Equities in emerging markets posted the strongest return for the major asset classes in 2018’s first week of trading, based on a set of exchange-traded products. The losers for the year-to-date performance so far are limited to US bonds and US real estate investment trusts (REITs).
Vanguard FTSE Emerging Markets (VWO) led the field higher with a sizzling 4.2% gain last week. The increase marks the ETF’s fifth consecutive weekly advance and the strongest since last July.
Stronger commodity prices and US-dollar weakness are factors driving stocks higher in emerging markets, notes Koon Chow, a strategist at UBP, a Swiss private bank. “That’s providing a macro tailwind for emerging markets – oil and global trade both speak to stronger emerging markets exports and emerging markets growth, which helps lift people’s expectations on a whole range of EM assets.”

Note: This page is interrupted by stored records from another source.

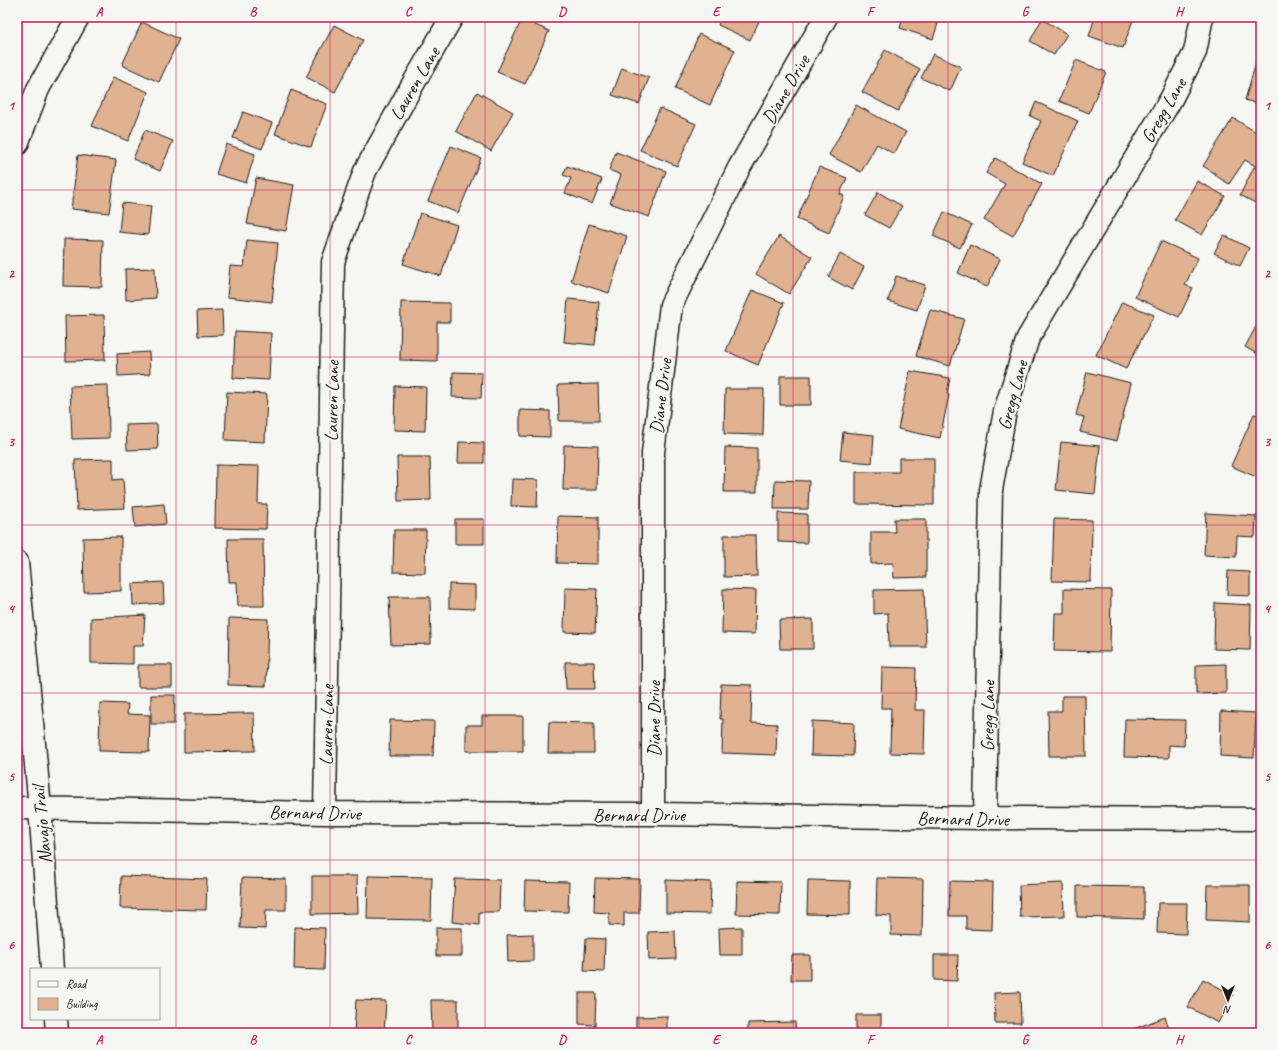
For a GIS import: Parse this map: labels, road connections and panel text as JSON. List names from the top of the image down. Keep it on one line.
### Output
{"streets":{"street":["Lauren Lane","Diane Drive","Gregg Lane","Bernard Drive","Navajo Trail"]},"crossings":[["Lauren Lane","Bernard Drive"],["Diane Drive","Bernard Drive"],["Gregg Lane","Bernard Drive"],["Bernard Drive","Navajo Trail"]],"legend":["Road","Building"],"north":"bottom","grid":{"columns":["A","B","C","D","E","F","G","H"],"rows":["1","2","3","4","5","6"]}}
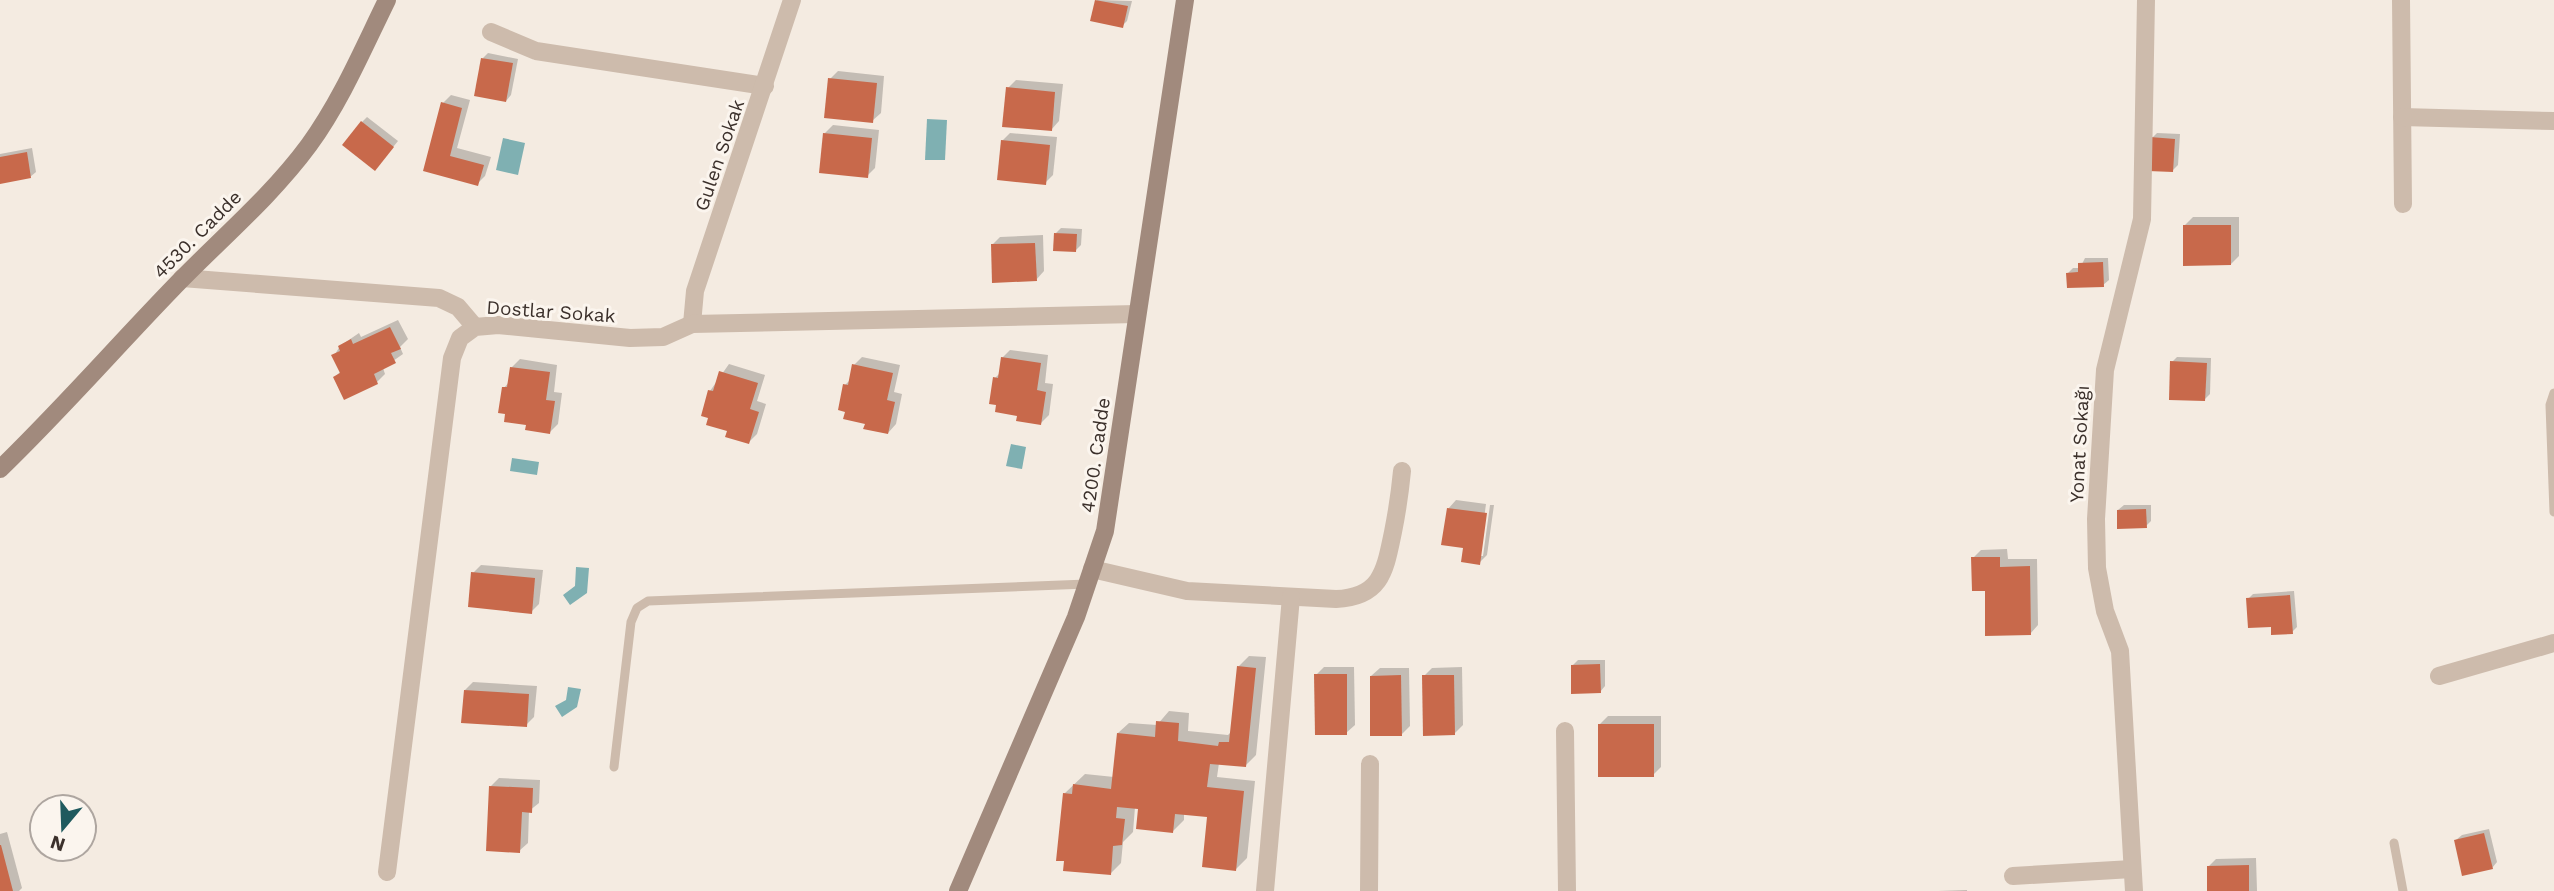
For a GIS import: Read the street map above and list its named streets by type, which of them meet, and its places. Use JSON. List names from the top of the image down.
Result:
{
  "streets": {
    "main road": ["4530. Cadde", "4200. Cadde"],
    "street": ["Gulen Sokak", "Dostlar Sokak", "Yonat Sokağı"]
  },
  "crossings": [
    ["Gulen Sokak", "Dostlar Sokak"],
    ["Dostlar Sokak", "4200. Cadde"]
  ],
  "north": "bottom"
}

US REITs suffered the biggest stumble last week among the major asset classes. Vanguard REIT (VNQ) lost 2.3%, the second straight weekly setback in the last three weeks for securitized real estate shares.

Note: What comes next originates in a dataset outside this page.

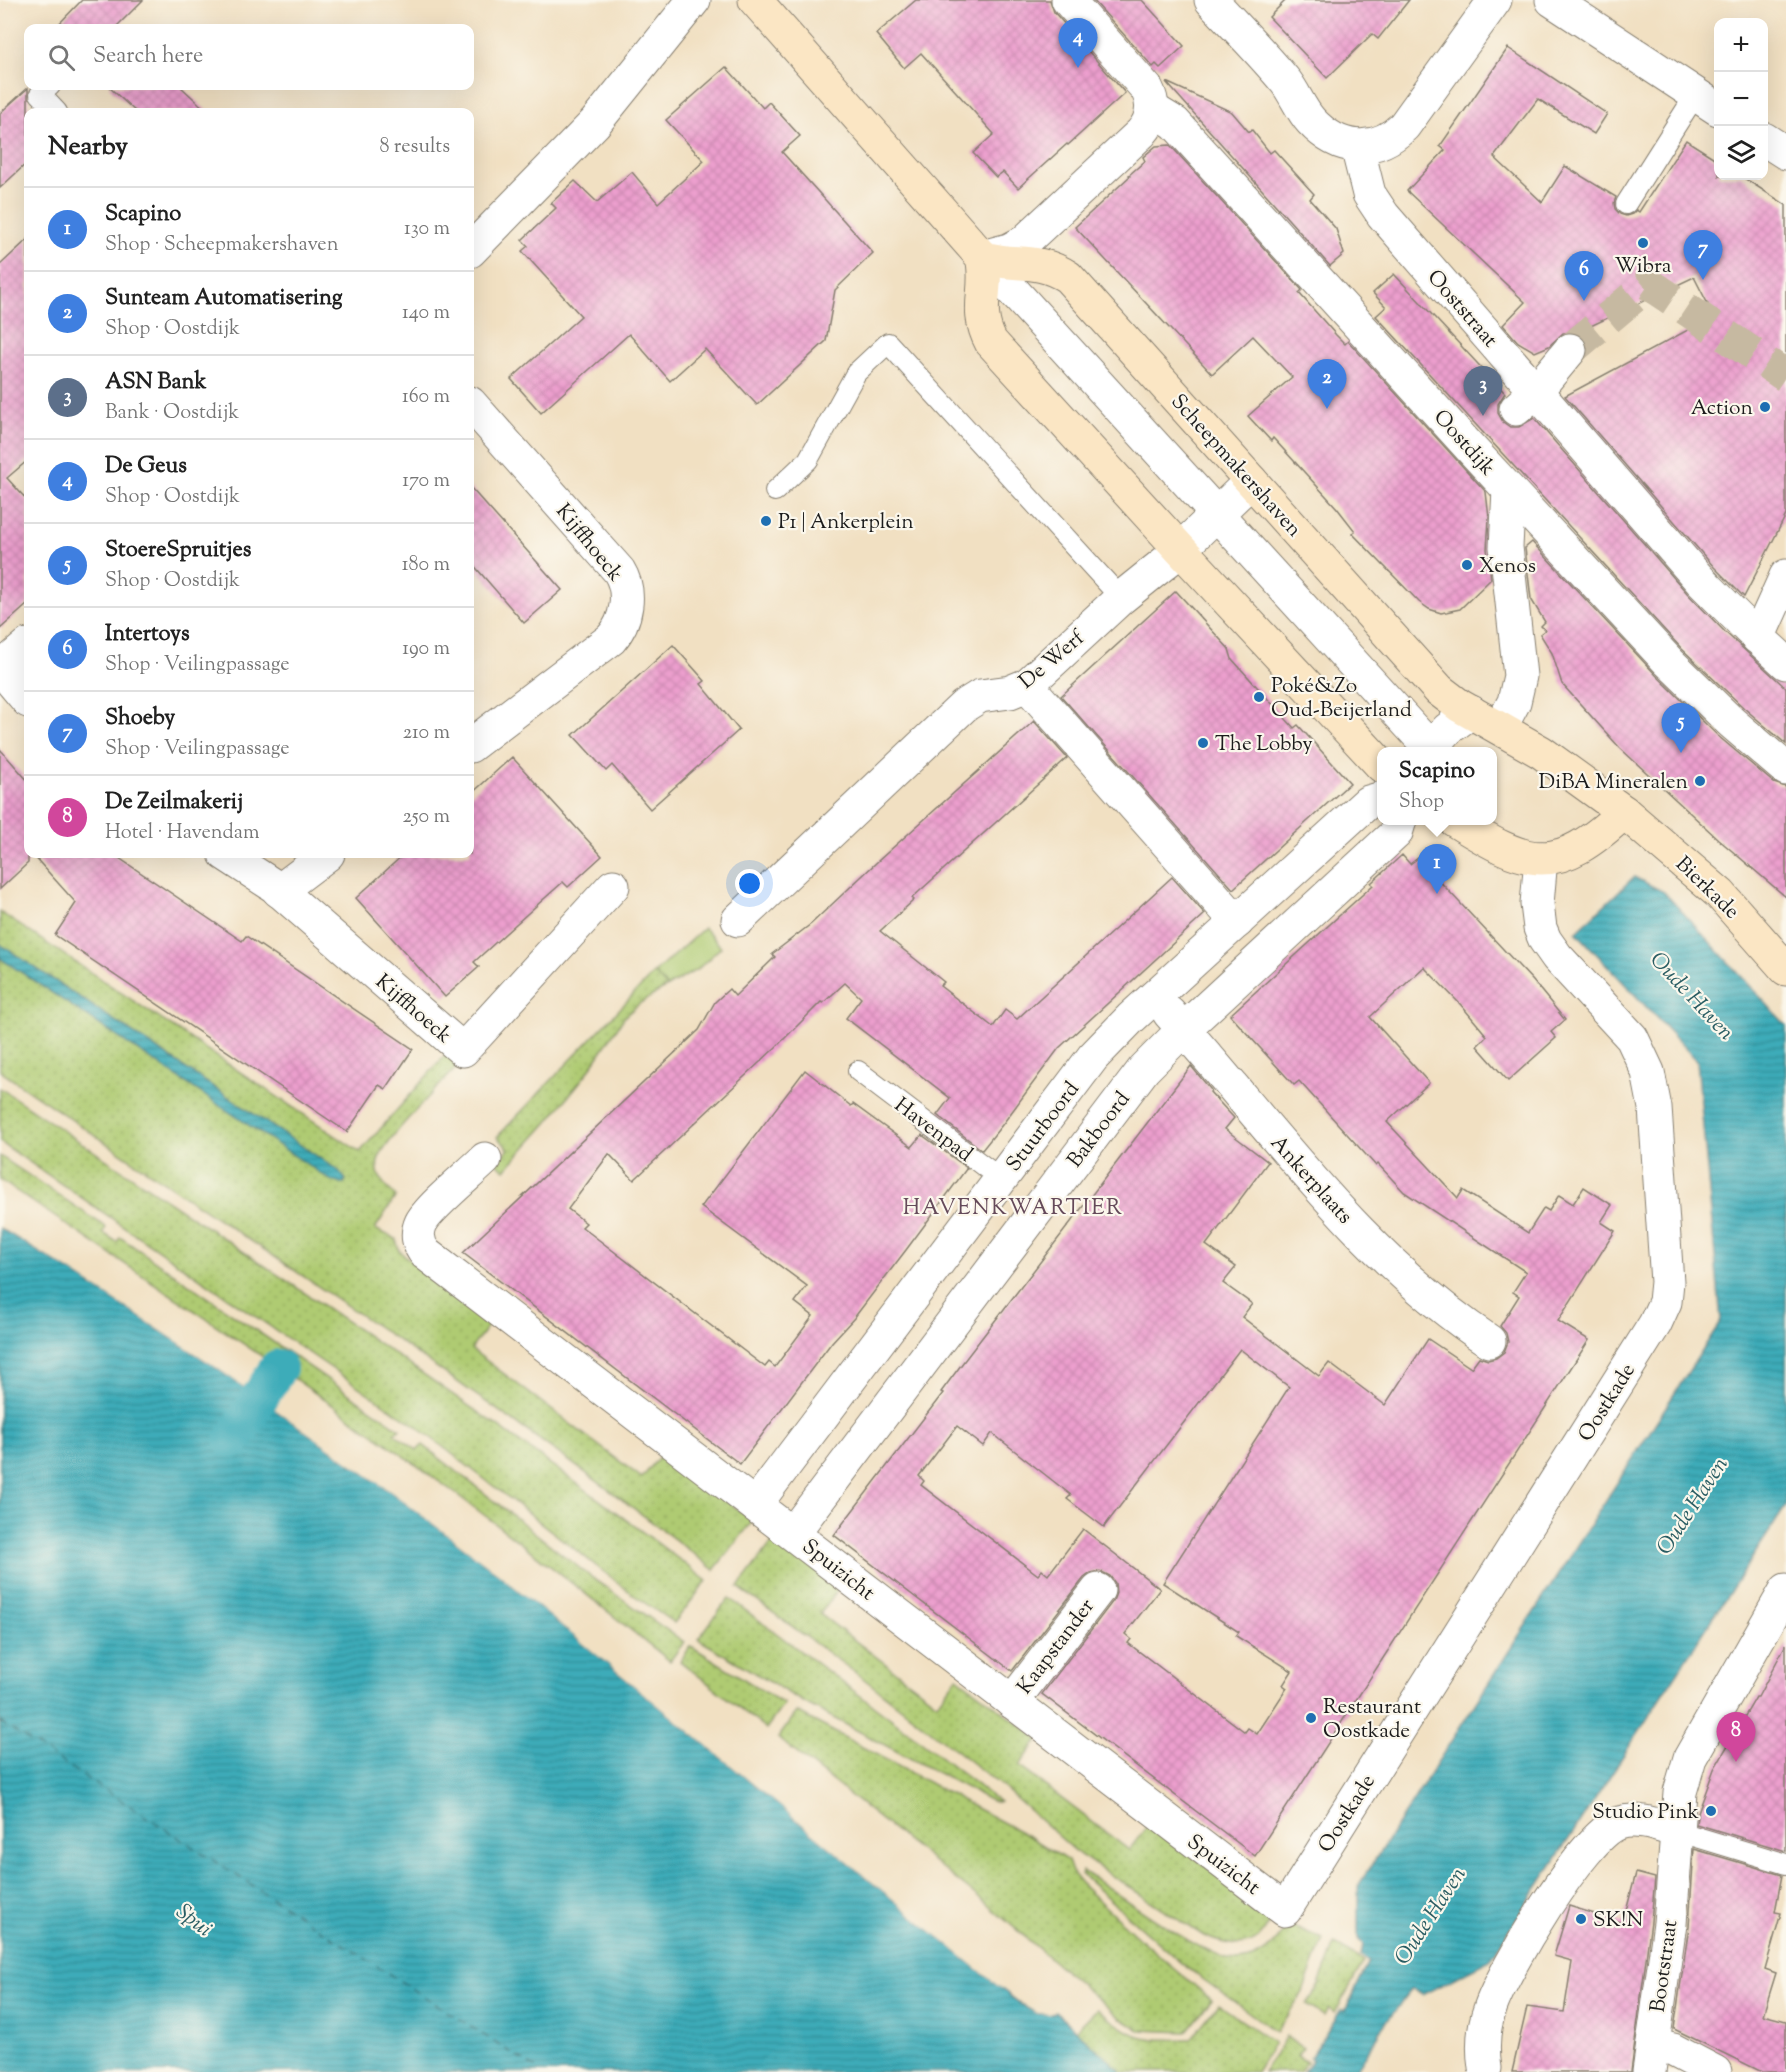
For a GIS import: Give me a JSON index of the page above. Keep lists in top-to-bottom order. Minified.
{"streets":{"street":["Ooststraat","Oostdijk","Scheepmakershaven","Kijffhoeck","De Werf","Bierkade","Stuurboord","Havenpad","Bakboord","Ankerplaats","Oostkade","Spuizicht","Kaapstander","Bootstraat"]},"crossings":[["Scheepmakershaven","De Werf"],["Scheepmakershaven","Bierkade"],["Stuurboord","Havenpad"],["Stuurboord","Ankerplaats"],["Stuurboord","Spuizicht"],["Havenpad","Bakboord"],["Bakboord","Ankerplaats"],["Bakboord","Spuizicht"],["Oostkade","Spuizicht"],["Spuizicht","Kaapstander"]],"districts":["HAVENKWARTIER"],"water":["Oude Haven","Spui"],"places":["Wibra","Action","P1 | Ankerplein","Xenos","Poké&Zo Oud-Beijerland","The Lobby","DiBA Mineralen","Restaurant Oostkade","Studio Pink","SK!N"],"page":{"map_buttons":["+","−"],"pins":["4","7","6","2","3","5","1","8"],"search":"Search here","heading":["Nearby","8 results"],"list":[{"mark":"1","name":"Scapino","note":"Shop · Scheepmakershaven","value":"130 m"},{"mark":"2","name":"Sunteam Automatisering","note":"Shop · Oostdijk","value":"140 m"},{"mark":"3","name":"ASN Bank","note":"Bank · Oostdijk","value":"160 m"},{"mark":"4","name":"De Geus","note":"Shop · Oostdijk","value":"170 m"},{"mark":"5","name":"StoereSpruitjes","note":"Shop · Oostdijk","value":"180 m"},{"mark":"6","name":"Intertoys","note":"Shop · Veilingpassage","value":"190 m"},{"mark":"7","name":"Shoeby","note":"Shop · Veilingpassage","value":"210 m"},{"mark":"8","name":"De Zeilmakerij","note":"Hotel · Havendam","value":"250 m"}],"popup":["Scapino","Shop"]}}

“Expectations of stronger economic growth and higher inflation have pressured yield-sensitive sectors,” according to Hoya Capital Real Estate, an investment advisor that focuses on commercial real estate securities.

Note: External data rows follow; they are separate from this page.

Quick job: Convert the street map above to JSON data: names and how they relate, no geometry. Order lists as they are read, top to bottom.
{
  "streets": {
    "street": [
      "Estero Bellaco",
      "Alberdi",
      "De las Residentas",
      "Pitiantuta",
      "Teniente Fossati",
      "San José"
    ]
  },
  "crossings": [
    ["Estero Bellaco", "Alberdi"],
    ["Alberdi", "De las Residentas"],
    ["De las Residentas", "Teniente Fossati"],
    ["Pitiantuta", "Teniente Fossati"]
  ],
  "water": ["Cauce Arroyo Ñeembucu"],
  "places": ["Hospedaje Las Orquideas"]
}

For the one-year trend, emerging markets stocks continue to hold the top spot in this corner too. VWO is ahead by 33.0% as of Friday’s close (Jan. 5) vs. the year-ago price after factoring in dividends.
Note that all the fund proxies for the major asset classes are posting gains for the one-year change through last week. The weakest return is for US REITs: VNQ is ahead by a razor-thin 0.3% for the past year.